“My Grandmother Turned $200 Into a Family Inheritance”

Whenever it comes to creating generational wealth, people like to imagine John D. Rockefeller or Andrew Carnegie amassing billions of dollars and passing their wealth on to the next generation, who in turn creates more wealth for the next generation, and so on At. Not me. I see my grandmother’s face, Louise Roach, and though she was as industrious as the day was long, she could not be mistaken for an industrial titan or a genius entrepreneur.
She wasn’t a rags to riches type either. She lived a hard life, frequently punctuated by misery and sorrow. And yet, without divine intervention or winning a lottery ticket, she managed to set the stage for several generations of wealth.
Grandma was pregnant and gave birth to my mother, her first child, at the age of 16. She never finished high school and my grandfather was a moonshiner and Rolling Stone with no intention of being a family man. Unable to raise my mother on her own, Grandma left my mother in Danville, Virginia with her own mother and moved to 1950’s Harlem to seek a better life. Grandmother soon found a job in a cleaning company for $200 a month, which today is about $2,200 a month adjusted for inflation.
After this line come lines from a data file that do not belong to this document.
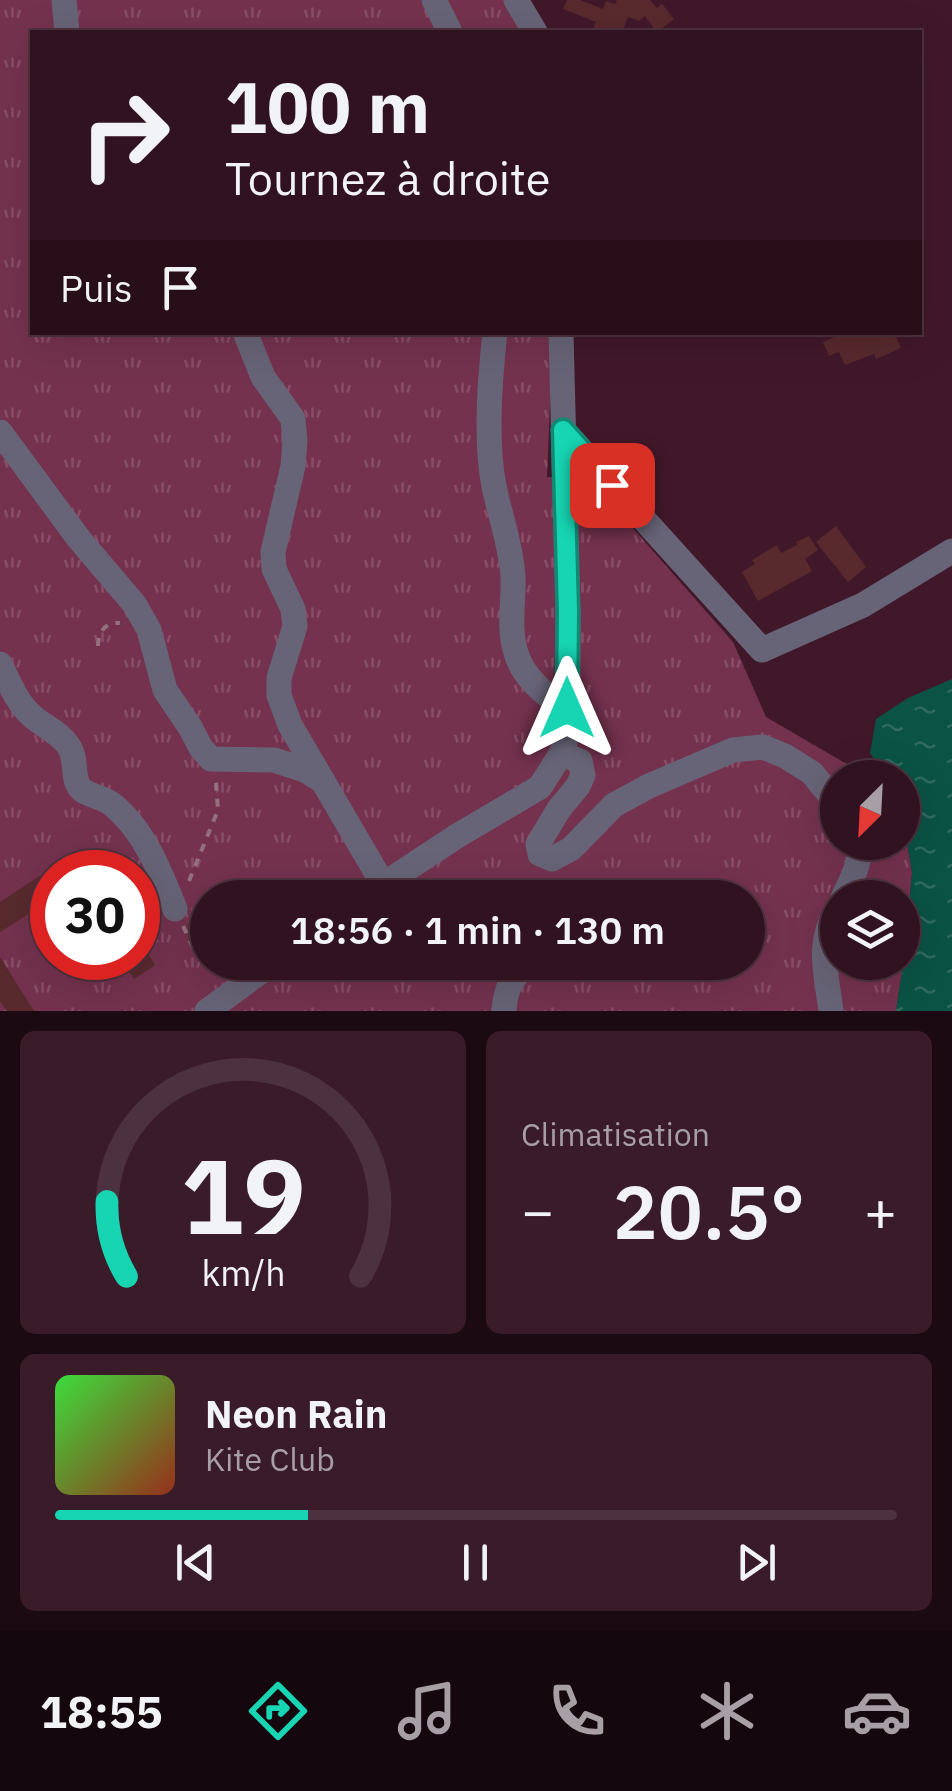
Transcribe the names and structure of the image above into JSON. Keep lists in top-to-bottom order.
{
  "north": "bottom left",
  "page": {
    "turn": ["100 m", "Tournez à droite"],
    "then": "Puis",
    "limit": "30",
    "trip": "18:56 · 1 min · 130 m",
    "tile": "Climatisation",
    "heat": ["−", "20.5°", "+"],
    "song": ["Neon Rain", "Kite Club"],
    "tabs": "18:55",
    "gauge": ["19", "km/h"]
  }
}
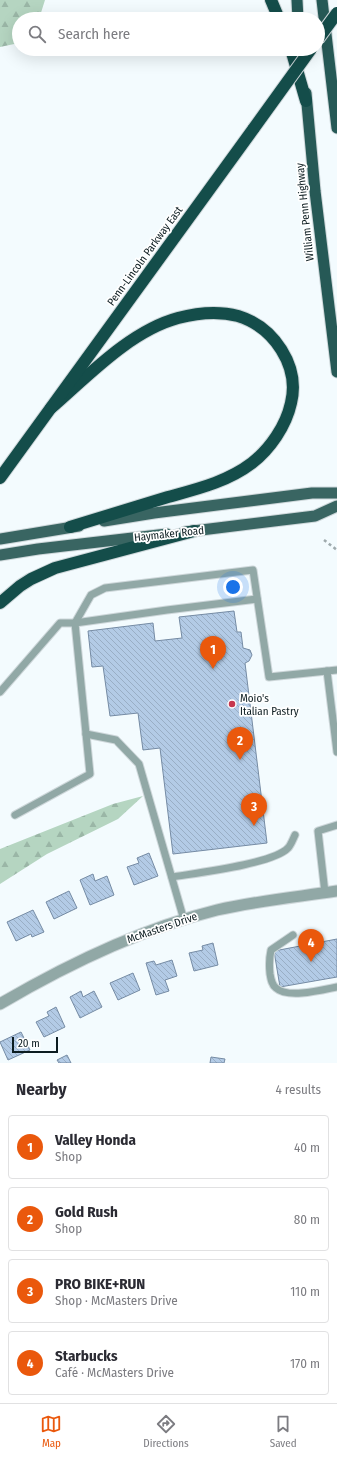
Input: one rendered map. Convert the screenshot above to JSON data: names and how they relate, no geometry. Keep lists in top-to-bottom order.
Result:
{
  "streets": {
    "highway": ["William Penn Highway", "Penn-Lincoln Parkway East"],
    "main road": ["Haymaker Road"],
    "street": ["McMasters Drive"]
  },
  "places": ["Moio's Italian Pastry"],
  "scale_bar": "20 m",
  "page": {
    "search": "Search here",
    "pins": [
      "1",
      "2",
      "3",
      "4"
    ],
    "scale": "20 m",
    "heading": ["Nearby", "4 results"],
    "list": [
      {
        "mark": "1",
        "name": "Valley Honda",
        "note": "Shop",
        "value": "40 m"
      },
      {
        "mark": "2",
        "name": "Gold Rush",
        "note": "Shop",
        "value": "80 m"
      },
      {
        "mark": "3",
        "name": "PRO BIKE+RUN",
        "note": "Shop · McMasters Drive",
        "value": "110 m"
      },
      {
        "mark": "4",
        "name": "Starbucks",
        "note": "Café · McMasters Drive",
        "value": "170 m"
      }
    ],
    "nav": ["Map", "Directions", "Saved"]
  }
}
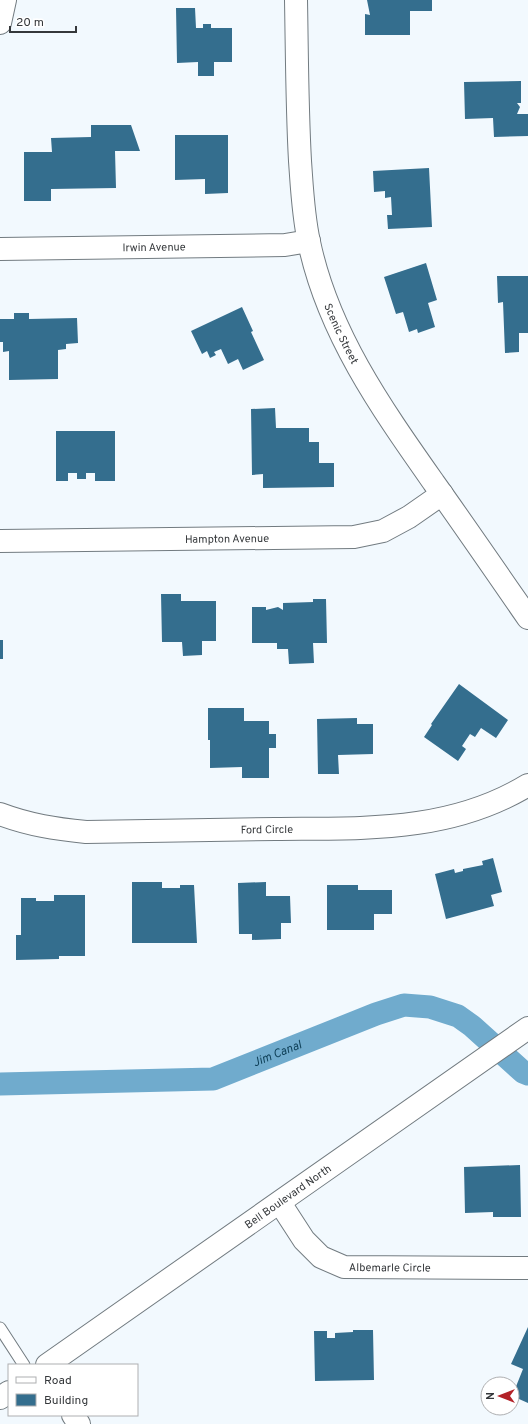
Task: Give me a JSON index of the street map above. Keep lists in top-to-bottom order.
{
  "streets": {
    "street": [
      "Irwin Avenue",
      "Scenic Street",
      "Hampton Avenue",
      "Ford Circle",
      "Bell Boulevard North",
      "Albemarle Circle"
    ]
  },
  "crossings": [
    ["Irwin Avenue", "Scenic Street"],
    ["Scenic Street", "Hampton Avenue"],
    ["Bell Boulevard North", "Albemarle Circle"]
  ],
  "water": ["Jim Canal"],
  "legend": ["Road", "Building"],
  "scale_bar": "20 m",
  "north": "left"
}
So how did Grandma manage to create generational wealth while also living on less than Carnegie probably spent on cigars? It had nothing to do with a huge purse or attending financial education seminars.

Cedric Nash
My grandmother saved enough money from that meager salary to pay a down payment on a modest $25,000 two-family home in the Laconia section of the Bronx, even though the selling price was more than 10 years of her salary.
I don’t know how much mortgage she got when she bought it, or if it was turned down like so many African Americans did back then. What I do know is that she never missed a payment and that the house was paid off in full by the time of her death. So was your Volkswagen Jetta.
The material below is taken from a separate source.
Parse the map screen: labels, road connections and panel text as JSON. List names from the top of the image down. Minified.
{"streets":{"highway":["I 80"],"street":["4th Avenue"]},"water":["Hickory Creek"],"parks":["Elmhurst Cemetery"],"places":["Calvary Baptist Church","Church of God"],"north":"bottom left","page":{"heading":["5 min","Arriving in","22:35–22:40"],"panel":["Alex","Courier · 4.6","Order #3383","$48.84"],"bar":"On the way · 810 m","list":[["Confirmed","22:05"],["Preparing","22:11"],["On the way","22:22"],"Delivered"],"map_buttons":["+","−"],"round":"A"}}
Living below her means, she made sure to save a portion of every paycheck. From my memories of her, she was extremely frugal and money conscious. She had no credit card debt, tax liens, or debt of any kind and had even managed to save another $43,000.
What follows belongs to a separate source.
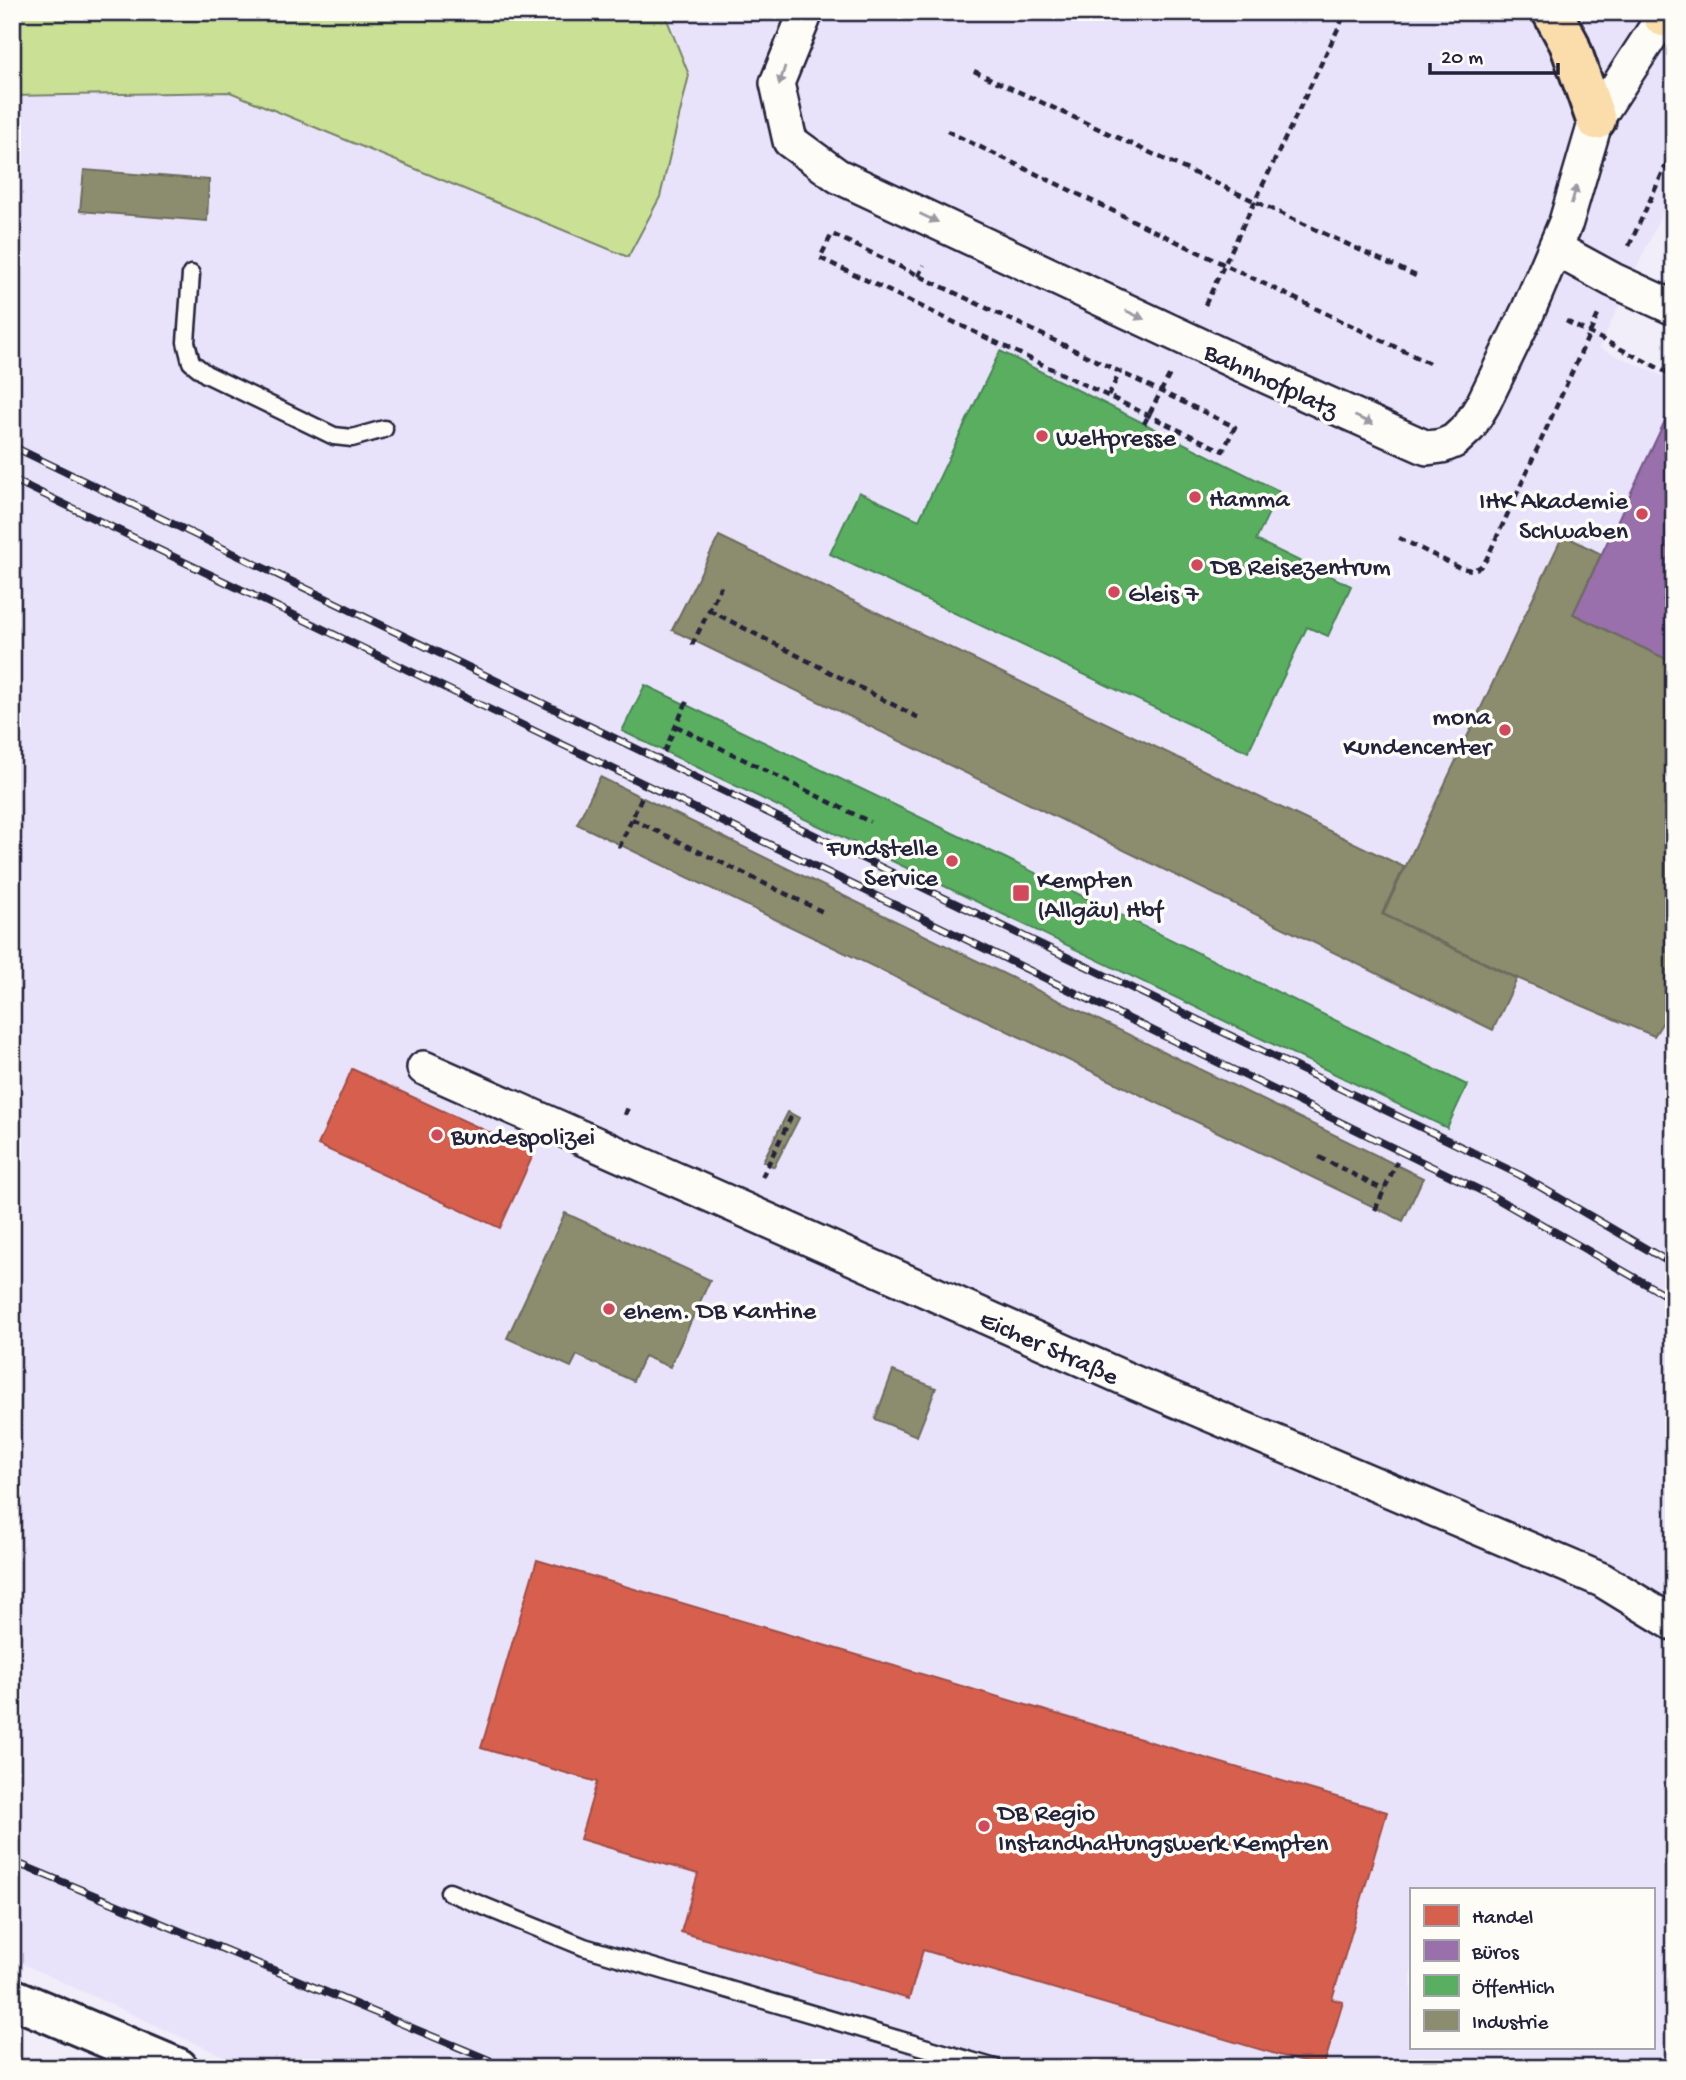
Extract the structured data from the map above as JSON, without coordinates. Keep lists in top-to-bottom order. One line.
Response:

I would estimate that combined with the value of her car and house at the time, meant she had a net worth well over $110,000, which is $226,631 today. All this wealth built by a woman who has worked in a dry cleaners her whole life.
Tragically, we lost my mother to breast cancer at the young age of 51. When Grandma finally died, she left the house to her then-husband. She donated $13,000 of her savings to her funeral expenses and left the rest of her money in equal parts of $10,000 to her three grandchildren; me, my brother John and my sister Karla. We were also given a bunch of silver Kennedy halfs that Grandma had dearly saved.

Cedric Nash
James Baldwin wrote, “Children have never been very good at listening to their elders, but they never failed to imitate them.” Fittingly, in the movie of my life, there isn’t a scene where Grandma sits us down and tells us how to get through Saving and investing builds wealth. There’s just the shining example she set of how to think and behave like a millionaire or billionaire, even if you start from the bottom.
In many families, their inspirational wealth-building story would have ended right there. The next generation would continue to squander their inheritance on things that retain no long-term value, leaving little or nothing to pass on to the next generation, and resetting the wealth created by the previous generation to zero. Especially in today’s landscape, where about 60 percent of millennials making over $100,000 a year say they live paycheck to paycheck.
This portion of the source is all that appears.